Obama’s incoming Attorney General, Eric Holder, also denounced Bush’s policies, telling the American Constitution Society last year that “our needlessly abusive and unlawful practices in the ‘War on Terror' have diminished our standing in the world community and made us less, rather than more, safe.”

Perhaps Obama's most important staff choice on this front was Dawn Johnsen, who will head Justice’s Office of Legal Counsel. Johnsen, a law professor at the University of Indiana, was a fierce critic of Bush administration interrogation policies and the legal opinions underlying them. She recently wrote that "the assistant attorney general for OLC and other top Department of Justice officials must also be prepared to resign in the extraordinary event the President persists in acting unlawfully or demands that OLC legitimize unlawful activity."

"I was pleasantly surprised that Obama seems to have picked a head of the Office of Legal Counsel who is willing to tie his hands," said Gene Healy, a vice president at the libertarian Cato Institute.

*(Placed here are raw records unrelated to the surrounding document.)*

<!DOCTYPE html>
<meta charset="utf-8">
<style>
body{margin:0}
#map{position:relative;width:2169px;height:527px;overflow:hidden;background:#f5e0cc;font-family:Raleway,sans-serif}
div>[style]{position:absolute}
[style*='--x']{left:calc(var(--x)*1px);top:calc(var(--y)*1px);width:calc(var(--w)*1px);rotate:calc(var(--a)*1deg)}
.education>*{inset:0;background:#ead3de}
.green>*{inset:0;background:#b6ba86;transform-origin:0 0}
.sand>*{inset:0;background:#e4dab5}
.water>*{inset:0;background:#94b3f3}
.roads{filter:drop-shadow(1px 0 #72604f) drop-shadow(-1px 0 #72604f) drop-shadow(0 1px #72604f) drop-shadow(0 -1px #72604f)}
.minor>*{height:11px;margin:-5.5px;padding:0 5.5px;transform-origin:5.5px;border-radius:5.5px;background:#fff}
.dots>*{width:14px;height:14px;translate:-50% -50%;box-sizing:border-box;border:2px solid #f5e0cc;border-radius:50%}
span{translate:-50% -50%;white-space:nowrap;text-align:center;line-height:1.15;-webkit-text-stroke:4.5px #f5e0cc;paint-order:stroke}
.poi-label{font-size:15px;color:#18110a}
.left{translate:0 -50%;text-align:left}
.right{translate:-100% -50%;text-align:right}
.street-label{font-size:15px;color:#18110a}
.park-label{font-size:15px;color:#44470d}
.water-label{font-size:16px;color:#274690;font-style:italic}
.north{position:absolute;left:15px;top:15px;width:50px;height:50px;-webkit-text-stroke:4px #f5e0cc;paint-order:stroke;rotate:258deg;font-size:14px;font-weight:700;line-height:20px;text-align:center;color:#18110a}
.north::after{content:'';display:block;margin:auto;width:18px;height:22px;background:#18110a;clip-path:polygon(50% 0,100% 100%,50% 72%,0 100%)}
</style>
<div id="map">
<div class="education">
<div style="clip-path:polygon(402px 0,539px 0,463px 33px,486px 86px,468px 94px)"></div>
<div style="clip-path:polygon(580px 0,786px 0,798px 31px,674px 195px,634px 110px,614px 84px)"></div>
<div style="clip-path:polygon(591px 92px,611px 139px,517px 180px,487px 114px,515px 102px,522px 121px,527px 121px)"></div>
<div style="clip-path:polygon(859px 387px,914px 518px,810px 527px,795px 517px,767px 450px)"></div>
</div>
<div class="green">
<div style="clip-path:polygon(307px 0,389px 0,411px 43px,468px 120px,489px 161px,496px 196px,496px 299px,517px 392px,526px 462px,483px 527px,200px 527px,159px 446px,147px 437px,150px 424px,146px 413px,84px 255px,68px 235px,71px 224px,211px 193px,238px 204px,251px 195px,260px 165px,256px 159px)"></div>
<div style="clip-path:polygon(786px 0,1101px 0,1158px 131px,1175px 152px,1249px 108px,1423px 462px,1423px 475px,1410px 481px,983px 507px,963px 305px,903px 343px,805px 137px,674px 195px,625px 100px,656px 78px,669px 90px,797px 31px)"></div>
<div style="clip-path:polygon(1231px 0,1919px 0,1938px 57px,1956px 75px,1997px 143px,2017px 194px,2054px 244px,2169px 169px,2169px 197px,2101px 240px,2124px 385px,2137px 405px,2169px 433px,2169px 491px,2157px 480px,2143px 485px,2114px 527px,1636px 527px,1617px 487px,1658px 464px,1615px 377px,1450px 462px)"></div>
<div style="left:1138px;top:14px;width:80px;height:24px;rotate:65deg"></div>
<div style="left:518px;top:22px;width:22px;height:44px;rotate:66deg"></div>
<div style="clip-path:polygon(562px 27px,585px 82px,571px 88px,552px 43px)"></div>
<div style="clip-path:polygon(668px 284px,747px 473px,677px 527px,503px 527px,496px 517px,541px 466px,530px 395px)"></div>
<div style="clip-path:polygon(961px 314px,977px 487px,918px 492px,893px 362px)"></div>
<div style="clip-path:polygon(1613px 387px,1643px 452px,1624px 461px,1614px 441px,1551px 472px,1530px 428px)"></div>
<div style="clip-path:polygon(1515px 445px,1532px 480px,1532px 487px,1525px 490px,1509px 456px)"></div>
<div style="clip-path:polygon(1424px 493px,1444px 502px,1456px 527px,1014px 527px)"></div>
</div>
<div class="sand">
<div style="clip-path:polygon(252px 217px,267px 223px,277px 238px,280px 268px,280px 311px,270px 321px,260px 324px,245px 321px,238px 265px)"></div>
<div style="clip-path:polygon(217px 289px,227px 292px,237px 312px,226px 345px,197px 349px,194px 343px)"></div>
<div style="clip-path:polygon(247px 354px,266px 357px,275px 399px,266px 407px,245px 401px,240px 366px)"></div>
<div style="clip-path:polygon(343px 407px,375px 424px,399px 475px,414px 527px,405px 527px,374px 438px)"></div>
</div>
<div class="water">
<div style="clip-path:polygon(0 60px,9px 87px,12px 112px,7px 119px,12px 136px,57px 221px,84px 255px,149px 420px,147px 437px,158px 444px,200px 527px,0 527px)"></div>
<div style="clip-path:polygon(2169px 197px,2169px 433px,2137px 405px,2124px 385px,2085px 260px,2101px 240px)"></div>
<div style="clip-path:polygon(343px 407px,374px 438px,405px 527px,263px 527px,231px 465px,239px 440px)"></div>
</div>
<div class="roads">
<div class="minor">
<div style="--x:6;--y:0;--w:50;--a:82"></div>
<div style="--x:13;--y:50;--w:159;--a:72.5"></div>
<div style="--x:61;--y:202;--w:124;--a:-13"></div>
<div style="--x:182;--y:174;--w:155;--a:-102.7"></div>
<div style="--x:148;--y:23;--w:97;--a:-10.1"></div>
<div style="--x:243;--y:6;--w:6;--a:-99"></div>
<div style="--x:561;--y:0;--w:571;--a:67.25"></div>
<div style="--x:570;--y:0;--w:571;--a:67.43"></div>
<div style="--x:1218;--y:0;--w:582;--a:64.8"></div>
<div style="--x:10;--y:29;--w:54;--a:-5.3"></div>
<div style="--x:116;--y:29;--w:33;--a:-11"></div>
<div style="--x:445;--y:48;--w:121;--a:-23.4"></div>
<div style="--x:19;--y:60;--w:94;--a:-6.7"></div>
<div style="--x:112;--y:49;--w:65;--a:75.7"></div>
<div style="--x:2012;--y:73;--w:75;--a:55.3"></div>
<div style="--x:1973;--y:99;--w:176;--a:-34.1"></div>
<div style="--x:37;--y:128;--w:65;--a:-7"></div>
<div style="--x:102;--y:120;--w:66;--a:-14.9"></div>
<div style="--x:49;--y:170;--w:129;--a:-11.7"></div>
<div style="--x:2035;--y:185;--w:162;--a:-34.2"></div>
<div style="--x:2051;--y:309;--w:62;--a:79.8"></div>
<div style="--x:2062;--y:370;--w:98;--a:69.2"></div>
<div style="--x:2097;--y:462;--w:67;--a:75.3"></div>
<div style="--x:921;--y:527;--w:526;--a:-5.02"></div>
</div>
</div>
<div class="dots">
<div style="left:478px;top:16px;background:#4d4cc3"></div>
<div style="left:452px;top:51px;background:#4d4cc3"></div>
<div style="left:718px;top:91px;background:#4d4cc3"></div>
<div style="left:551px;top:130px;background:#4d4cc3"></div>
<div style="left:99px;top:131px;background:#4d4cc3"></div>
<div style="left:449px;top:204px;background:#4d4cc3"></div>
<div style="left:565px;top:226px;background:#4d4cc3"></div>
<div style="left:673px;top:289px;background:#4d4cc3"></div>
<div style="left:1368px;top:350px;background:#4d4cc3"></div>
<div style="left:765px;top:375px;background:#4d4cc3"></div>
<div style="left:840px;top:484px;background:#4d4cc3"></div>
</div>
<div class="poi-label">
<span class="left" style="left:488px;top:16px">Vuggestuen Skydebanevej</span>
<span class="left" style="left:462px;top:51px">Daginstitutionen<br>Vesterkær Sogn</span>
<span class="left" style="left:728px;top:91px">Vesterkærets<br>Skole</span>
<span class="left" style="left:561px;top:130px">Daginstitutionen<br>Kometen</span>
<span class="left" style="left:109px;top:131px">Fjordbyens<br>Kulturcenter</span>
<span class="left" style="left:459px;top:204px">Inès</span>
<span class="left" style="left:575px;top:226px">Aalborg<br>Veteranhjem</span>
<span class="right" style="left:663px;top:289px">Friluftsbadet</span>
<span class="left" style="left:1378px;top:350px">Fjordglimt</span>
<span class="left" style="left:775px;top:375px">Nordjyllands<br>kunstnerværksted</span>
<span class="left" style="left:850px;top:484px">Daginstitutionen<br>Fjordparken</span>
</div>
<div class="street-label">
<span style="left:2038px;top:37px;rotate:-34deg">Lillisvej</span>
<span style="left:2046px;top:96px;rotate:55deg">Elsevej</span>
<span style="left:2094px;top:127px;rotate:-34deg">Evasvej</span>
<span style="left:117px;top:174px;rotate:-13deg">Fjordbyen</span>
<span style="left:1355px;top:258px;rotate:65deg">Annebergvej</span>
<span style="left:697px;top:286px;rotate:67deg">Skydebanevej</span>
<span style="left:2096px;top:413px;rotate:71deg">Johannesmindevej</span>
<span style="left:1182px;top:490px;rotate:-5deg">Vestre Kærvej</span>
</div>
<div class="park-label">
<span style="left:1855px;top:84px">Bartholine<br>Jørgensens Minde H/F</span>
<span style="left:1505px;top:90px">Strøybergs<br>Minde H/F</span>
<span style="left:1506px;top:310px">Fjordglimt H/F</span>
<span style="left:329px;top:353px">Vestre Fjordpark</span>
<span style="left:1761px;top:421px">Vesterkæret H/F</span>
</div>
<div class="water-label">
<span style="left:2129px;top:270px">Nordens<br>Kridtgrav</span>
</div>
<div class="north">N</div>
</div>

At the same time, Johnsen served in the Clinton Administration office of legal counsel, which fiercely protected presidential power, and argued that the executive branch did not need authorization to take military actions in Haiti and Bosnia and to strike a pharmaceutical factory in Sudan.

"It will be very interesting to see which person we are going to see," said a lawyer familiar with Johnsen's work. "Will it be like more like views of OLC of the 1990s, or has she decided that Clinton OLC went too far?"

Indeed, not all of Obama’s appointees are reflexive skeptics of executive authority. A potential White House counterbalance to Johnsen is Cass Sunstein, a longtime Obama advisor from their University of Chicago days who will head the Office of Information and Regulatory Affairs.

Although he's best known as a prolific, and liberal, legal scholar, Sunstein defended Bush's stand on his power to resist Congress -- though not of his claims of sweeping national security powers.

And observers agree that Obama will be sorely tempted to expand presidential power, not curtail them, once the secrets he's keeping and the policies he's defending are his own, not his predecessor's.

"Some people expect (Obama) to repudiate some executive powers, and it's certainly possible he could say that," said Eric Posner, a law professor at the University of Chicago School of Law. "I just don't think presidents voluntarily give up power. . . The last president who cut back on presidential powers was Taft."

Obama's critique of executive power, and discussions about it in the Bush years, have focused largely on foreign policy, but the new president takes office amid the largest-scale government intervention in the American economy since the middle of the last century. The presidents of that era - Roosevelt and Truman - found themselves restrained by the courts in their attempts to meddle in the economy, and some scholars suggested that Obama may be seeking to expand his powers more at home than abroad.

"On the one hand, he's dialing back some of the national security powers that have been controversial over the last eight years," said Cato's Healy. "On the other hand, he seems very comfortable redesigning the economy by executive fiat."